## Task statement:
Examine each line of the data. Copy those that contain the string "font".

(Stored data)
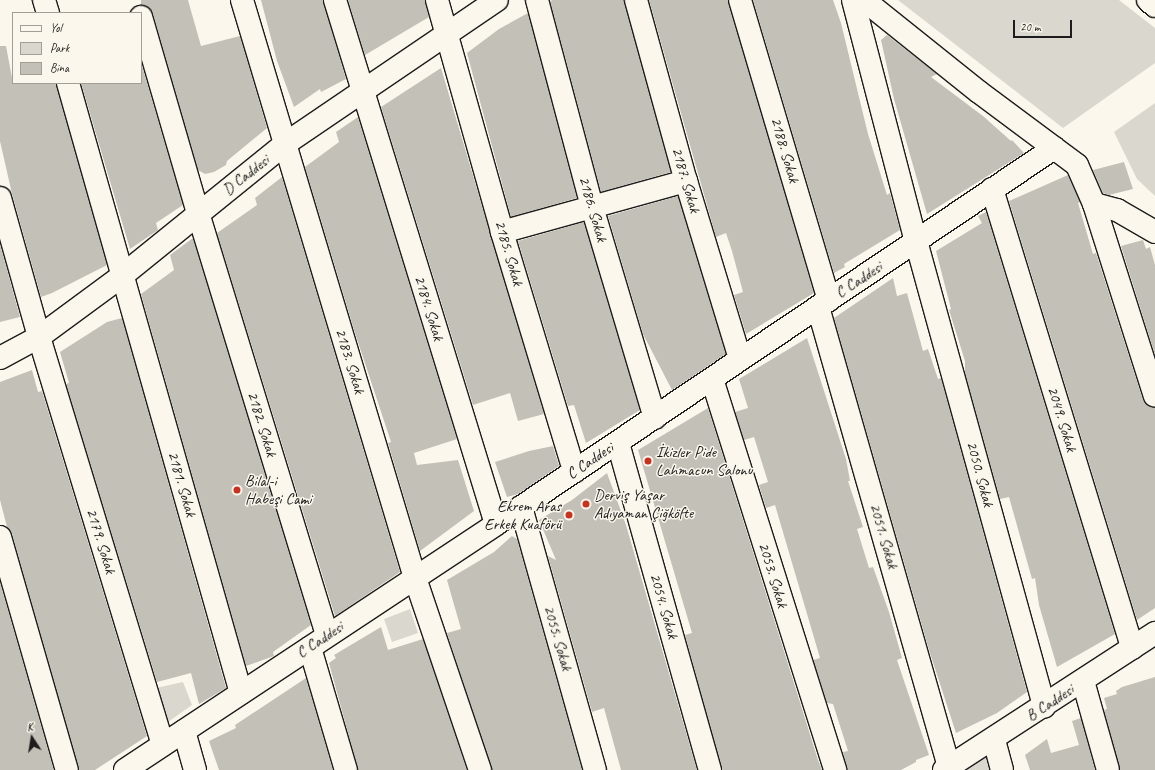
<!DOCTYPE html>
<html>
<head>
<meta charset="utf-8">
<style>
  body { margin:0 }
  #map { position:relative; width:1155px; height:770px; overflow:hidden; background:#fbf7ec; font-family:Caveat,sans-serif }
  div>[style] { position:absolute }
  [style*='--x'] { left:calc(var(--x)*1px); top:calc(var(--y)*1px); width:calc(var(--w)*1px); rotate:calc(var(--a)*1deg) }
  .green>* { inset:0; background:#dad7ce }
  .building>* { inset:0; background:#c3c0b8 }
  .roads { filter:drop-shadow(1px 0 #1c1c1c) drop-shadow(-1px 0 #1c1c1c) drop-shadow(0 1px #1c1c1c) drop-shadow(0 -1px #1c1c1c) }
  .street>* { height:22px; margin:-11px; padding:0 11px; transform-origin:11px; border-radius:11px; background:#fbf7ec }
  .secondary>* { height:22px; margin:-11px; padding:0 11px; transform-origin:11px; border-radius:11px; background:#fbf7ec }
  .primary>* { height:22px; margin:-11px; padding:0 11px; transform-origin:11px; border-radius:11px; background:#fbf7ec }
  .dots>* { width:11px; height:11px; translate:-50% -50%; box-sizing:border-box; border:2px solid #fbf7ec; border-radius:50% }
  span { translate:-50% -50%; white-space:nowrap; text-align:center; line-height:1.15; -webkit-text-stroke:3px #fbf7ec; paint-order:stroke }
  .street-label { font-size:16px; color:#1c1c1c }
  .poi-label { font-size:16px; color:#1c1c1c }
  .left { translate:0 -50%; text-align:left }
  .right { translate:-100% -50%; text-align:right }
  .legend { position:absolute; left:12px; top:12px; width:130px; height:72px; box-sizing:border-box; background:#fbf7ec; border:1px solid #a29f99; margin:0; padding:5px 7px; list-style:none; font-size:12px; color:#1c1c1c }
  .legend li { display:flex; align-items:center; gap:8px; height:20px }
  .legend b { width:20px; border:1px solid #a29f99 }
  .north { position:absolute; left:12px; top:718px; width:40px; height:40px; -webkit-text-stroke:3px #fbf7ec; paint-order:stroke; rotate:348deg; font-size:11px; font-weight:700; line-height:16px; text-align:center; color:#1c1c1c }
  .north::after { content:''; display:block; margin:auto; width:14px; height:18px; background:#1c1c1c; clip-path:polygon(50% 0,100% 100%,50% 72%,0 100%) }
  .scale { position:absolute; left:1013px; top:20px; width:59px; height:18px; box-sizing:border-box; border:2px solid #1c1c1c; border-top:0; padding-left:5px; font-size:12px; line-height:14px; white-space:nowrap; color:#1c1c1c; -webkit-text-stroke:3px #fbf7ec; paint-order:stroke }
</style>
</head>
<body>
<div id="map">
  <div class="green">
    <div style="clip-path:polygon(898px 0,1119px 0,1155px 28px,1155px 63px,1063px 128px)"></div>
    <div style="clip-path:polygon(1155px 103px,1155px 196px,1137px 179px,1114px 132px)"></div>
    <div style="clip-path:polygon(410px 609px,418px 633px,392px 642px,384px 619px)"></div>
    <div style="clip-path:polygon(183px 682px,192px 705px,168px 722px,156px 688px)"></div>
    <div style="clip-path:polygon(991px 747px,998px 770px,957px 770px)"></div>
  </div>
  <div class="building">
    <div style="clip-path:polygon(141px 0,188px 0,201px 46px,240px 36px,267px 128px,227px 161px,226px 165px,214px 172px,205px 174px,198px 170px,153px 14px,149px 8px,141px 5px)"></div>
    <div style="clip-path:polygon(261px 0,323px 0,346px 79px,321px 92px,320px 89px,294px 107px,277px 61px)"></div>
    <div style="clip-path:polygon(348px 0,425px 0,429px 17px,365px 55px)"></div>
    <div style="clip-path:polygon(553px 0,624px 0,671px 172px,601px 192px,550px 1px)"></div>
    <div style="clip-path:polygon(649px 0,728px 0,814px 293px,746px 334px,734px 295px,743px 292px,732px 251px,726px 233px,716px 237px)"></div>
    <div style="clip-path:polygon(753px 0,833px 0,841px 23px,868px 134px,887px 195px,890px 193px,900px 230px,844px 264px,845px 267px,834px 273px)"></div>
    <div style="clip-path:polygon(528px 13px,577px 198px,511px 217px,467px 53px,499px 29px)"></div>
    <div style="clip-path:polygon(887px 35px,937px 74px,931px 77px,983px 116px,1011px 141px,1012px 140px,1024px 153px,927px 214px,894px 99px,881px 40px)"></div>
    <div style="clip-path:polygon(0 46px,6px 46px,13px 83px,56px 83px,107px 265px,52px 293px,41px 297px,12px 194px,0 141px)"></div>
    <div style="clip-path:polygon(141px 62px,183px 205px,156px 223px,158px 230px,130px 249px,81px 83px,141px 83px)"></div>
    <div style="clip-path:polygon(441px 68px,544px 414px,518px 421px,510px 393px,473px 405px,381px 107px)"></div>
    <div style="clip-path:polygon(358px 117px,457px 439px,414px 453px,417px 465px,458px 460px,474px 511px,420px 551px,388px 443px,391px 442px,354px 330px,305px 167px,339px 142px,336px 132px)"></div>
    <div style="clip-path:polygon(1124px 162px,1133px 189px,1109px 195px,1103px 193px,1093px 170px)"></div>
    <div style="clip-path:polygon(1068px 175px,1080px 202px,1078px 203px,1093px 254px,1096px 253px,1143px 400px,1147px 405px,1155px 408px,1155px 608px,1137px 620px,1009px 201px)"></div>
    <div style="clip-path:polygon(282px 177px,400px 572px,335px 616px,217px 233px,257px 205px,255px 198px)"></div>
    <div style="clip-path:polygon(678px 196px,726px 354px,672px 390px,643px 334px,608px 216px)"></div>
    <div style="clip-path:polygon(986px 212px,1115px 634px,1057px 667px,1039px 605px,1035px 578px,1032px 579px,1009px 497px,1000px 499px,965px 373px,965px 361px,949px 310px,951px 309px,936px 251px,982px 223px,978px 216px)"></div>
    <div style="clip-path:polygon(584px 222px,640px 410px,586px 443px,574px 405px,568px 406px,518px 241px)"></div>
    <div style="clip-path:polygon(193px 238px,311px 625px,273px 652px,274px 656px,246px 666px,141px 294px,174px 270px,170px 255px)"></div>
    <div style="clip-path:polygon(1143px 240px,1146px 249px,1150px 247px,1155px 265px,1155px 355px,1121px 246px)"></div>
    <div style="clip-path:polygon(0 244px,20px 317px,0 322px)"></div>
    <div style="clip-path:polygon(893px 278px,897px 296px,907px 293px,923px 351px,928px 349px,938px 379px,941px 378px,1027px 692px,997px 713px,956px 733px,929px 650px,834px 318px)"></div>
    <div style="clip-path:polygon(122px 318px,226px 688px,199px 704px,191px 673px,157px 682px,66px 384px,69px 383px,60px 352px,107px 322px)"></div>
    <div style="clip-path:polygon(807px 338px,846px 459px,850px 481px,848px 481px,863px 527px,857px 529px,869px 568px,873px 567px,889px 612px,902px 658px,897px 660px,929px 755px,916px 760px,916px 762px,901px 770px,847px 770px,843px 752px,848px 751px,833px 704px,827px 703px,813px 660px,820px 658px,775px 505px,766px 508px,759px 485px,768px 482px,754px 437px,744px 440px,735px 412px,748px 408px,739px 379px)"></div>
    <div style="clip-path:polygon(32px 370px,38px 392px,42px 391px,147px 736px,95px 770px,79px 770px,12px 534px,7px 527px,0 500px,0 382px)"></div>
    <div style="clip-path:polygon(708px 408px,818px 760px,822px 770px,722px 770px,685px 635px,692px 633px,638px 450px)"></div>
    <div style="clip-path:polygon(553px 446px,559px 466px,518px 494px,507px 497px,495px 462px,529px 451px)"></div>
    <div style="clip-path:polygon(607px 473px,626px 525px,697px 770px,621px 770px,604px 708px,592px 712px,548px 556px,556px 560px,539px 520px,572px 500px)"></div>
    <div style="clip-path:polygon(512px 536px,517px 539px,582px 770px,492px 770px,447px 633px,461px 629px,447px 580px,494px 552px)"></div>
    <div style="clip-path:polygon(0 582px,54px 770px,0 770px)"></div>
    <div style="clip-path:polygon(381px 627px,388px 650px,423px 639px,467px 770px,358px 770px,329px 663px,336px 658px,334px 655px)"></div>
    <div style="clip-path:polygon(1155px 677px,1155px 770px,1120px 770px,1104px 710px,1107px 709px,1104px 698px,1117px 694px,1116px 691px,1122px 687px)"></div>
    <div style="clip-path:polygon(306px 678px,333px 770px,219px 770px,209px 741px,236px 728px,235px 725px)"></div>
    <div style="clip-path:polygon(1081px 718px,1095px 770px,1030px 770px,1025px 755px,1047px 739px,1051px 753px,1079px 745px,1072px 721px)"></div>
  </div>
  <div class="roads">
    <div class="street">
      <div style="--x:44;--y:0;--w:14;--a:73"></div>
      <div style="--x:242;--y:0;--w:603;--a:73.34"></div>
      <div style="--x:415;--y:578;--w:203;--a:71.3"></div>
      <div style="--x:335;--y:0;--w:548;--a:72.92"></div>
      <div style="--x:437;--y:0;--w:241;--a:74.3"></div>
      <div style="--x:502;--y:232;--w:250;--a:73.2"></div>
      <div style="--x:537;--y:0;--w:214;--a:75.1"></div>
      <div style="--x:592;--y:207;--w:220;--a:73.4"></div>
      <div style="--x:636;--y:0;--w:188;--a:74.6"></div>
      <div style="--x:686;--y:181;--w:186;--a:73.1"></div>
      <div style="--x:740;--y:0;--w:313;--a:73.5"></div>
      <div style="--x:853;--y:0;--w:249;--a:75.4"></div>
      <div style="--x:916;--y:241;--w:483;--a:74.6"></div>
      <div style="--x:864;--y:0;--w:147;--a:38.7"></div>
      <div style="--x:979;--y:92;--w:122;--a:36.7"></div>
      <div style="--x:1077;--y:165;--w:43;--a:66.4"></div>
      <div style="--x:1094;--y:204;--w:201;--a:72.4"></div>
      <div style="--x:141;--y:17;--w:204;--a:73.8"></div>
      <div style="--x:198;--y:213;--w:440;--a:73"></div>
      <div style="--x:68;--y:83;--w:634;--a:74.17"></div>
      <div style="--x:992;--y:189;--w:480;--a:73"></div>
      <div style="--x:0;--y:198;--w:144;--a:74.3"></div>
      <div style="--x:39;--y:337;--w:426;--a:73.1"></div>
      <div style="--x:1094;--y:204;--w:24;--a:15"></div>
      <div style="--x:1117;--y:210;--w:44;--a:30.1"></div>
      <div style="--x:502;--y:232;--w:191;--a:-15.5"></div>
      <div style="--x:818;--y:307;--w:477;--a:74.1"></div>
      <div style="--x:712;--y:379;--w:410;--a:72.5"></div>
      <div style="--x:618;--y:443;--w:340;--a:74.3"></div>
      <div style="--x:521;--y:507;--w:273;--a:74.3"></div>
      <div style="--x:0;--y:537;--w:242;--a:74"></div>
      <div style="--x:310;--y:648;--w:127;--a:73.6"></div>
      <div style="--x:1083;--y:681;--w:92;--a:74.3"></div>
      <div style="--x:184;--y:731;--w:41;--a:74.2"></div>
      <div style="--x:994;--y:740;--w:31;--a:75"></div>
    </div>
    <div class="secondary">
      <div style="--x:0;--y:358;--w:44;--a:-28.3"></div>
      <div style="--x:39;--y:337;--w:104;--a:-36.4"></div>
      <div style="--x:123;--y:275;--w:208;--a:-39"></div>
      <div style="--x:285;--y:144;--w:256;--a:-34.2"></div>
      <div style="--x:125;--y:770;--w:445;--a:-33.5"></div>
      <div style="--x:496;--y:524;--w:673;--a:-33.97"></div>
      <div style="--x:944;--y:770;--w:252;--a:-33"></div>
    </div>
    <div class="primary">
      <div style="--x:1148;--y:0;--w:9;--a:41"></div>
    </div>
  </div>
  <div class="dots">
    <div style="left:648px;top:461px;background:#c8321e"></div>
    <div style="left:237px;top:490px;background:#c8321e"></div>
    <div style="left:586px;top:504px;background:#c8321e"></div>
    <div style="left:569px;top:515px;background:#c8321e"></div>
  </div>
  <div class="street-label">
    <span style="left:785px;top:150px;rotate:74deg">2188. Sokak</span>
    <span style="left:246px;top:175px;rotate:-38deg">D Caddesi</span>
    <span style="left:686px;top:180px;rotate:74deg">2187. Sokak</span>
    <span style="left:593px;top:209px;rotate:74deg">2186. Sokak</span>
    <span style="left:509px;top:253px;rotate:74deg">2185. Sokak</span>
    <span style="left:859px;top:280px;rotate:-34deg">C Caddesi</span>
    <span style="left:429px;top:308px;rotate:73deg">2184. Sokak</span>
    <span style="left:350px;top:361px;rotate:73deg">2183. Sokak</span>
    <span style="left:1062px;top:419px;rotate:73deg">2049. Sokak</span>
    <span style="left:262px;top:424px;rotate:73deg">2182. Sokak</span>
    <span style="left:590px;top:461px;rotate:-34deg">C Caddesi</span>
    <span style="left:980px;top:474px;rotate:75deg">2050. Sokak</span>
    <span style="left:182px;top:484px;rotate:74deg">2181. Sokak</span>
    <span style="left:884px;top:536px;rotate:74deg">2051. Sokak</span>
    <span style="left:101px;top:541px;rotate:73deg">2179. Sokak</span>
    <span style="left:773px;top:575px;rotate:73deg">2053. Sokak</span>
    <span style="left:664px;top:606px;rotate:74deg">2054. Sokak</span>
    <span style="left:558px;top:638px;rotate:74deg">2055. Sokak</span>
    <span style="left:320px;top:640px;rotate:-34deg">C Caddesi</span>
    <span style="left:1050px;top:703px;rotate:-34deg">B Caddesi</span>
  </div>
  <div class="poi-label">
    <span class="left" style="left:656px;top:461px">İkizler Pide<br>Lahmacun Salonu</span>
    <span class="left" style="left:245px;top:490px">Bilal-i<br>Habeşi Cami</span>
    <span class="left" style="left:594px;top:504px">Derviş Yaşar<br>Adıyaman Çiğköfte</span>
    <span class="right" style="left:561px;top:515px">Ekrem Aras<br>Erkek Kuaförü</span>
  </div>
  <ul class="legend">
  <li><b style="height:5px;background:#fbf7ec"></b>Yol</li>
  <li><b style="height:11px;background:#dad7ce"></b>Park</li>
  <li><b style="height:11px;background:#c3c0b8"></b>Bina</li>
  </ul>
  <div class="north">K</div>
  <div class="scale">20 m</div>
</div>
</body>
</html>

## Response to this task:
  #map { position:relative; width:1155px; height:770px; overflow:hidden; background:#fbf7ec; font-family:Caveat,sans-serif }
  .street-label { font-size:16px; color:#1c1c1c }
  .poi-label { font-size:16px; color:#1c1c1c }
  .legend { position:absolute; left:12px; top:12px; width:130px; height:72px; box-sizing:border-box; background:#fbf7ec; border:1px solid #a29f99; margin:0; padding:5px 7px; list-style:none; font-size:12px; color:#1c1c1c }
  .north { position:absolute; left:12px; top:718px; width:40px; height:40px; -webkit-text-stroke:3px #fbf7ec; paint-order:stroke; rotate:348deg; font-size:11px; font-weight:700; line-height:16px; text-align:center; color:#1c1c1c }
  .scale { position:absolute; left:1013px; top:20px; width:59px; height:18px; box-sizing:border-box; border:2px solid #1c1c1c; border-top:0; padding-left:5px; font-size:12px; line-height:14px; white-space:nowrap; color:#1c1c1c; -webkit-text-stroke:3px #fbf7ec; paint-order:stroke }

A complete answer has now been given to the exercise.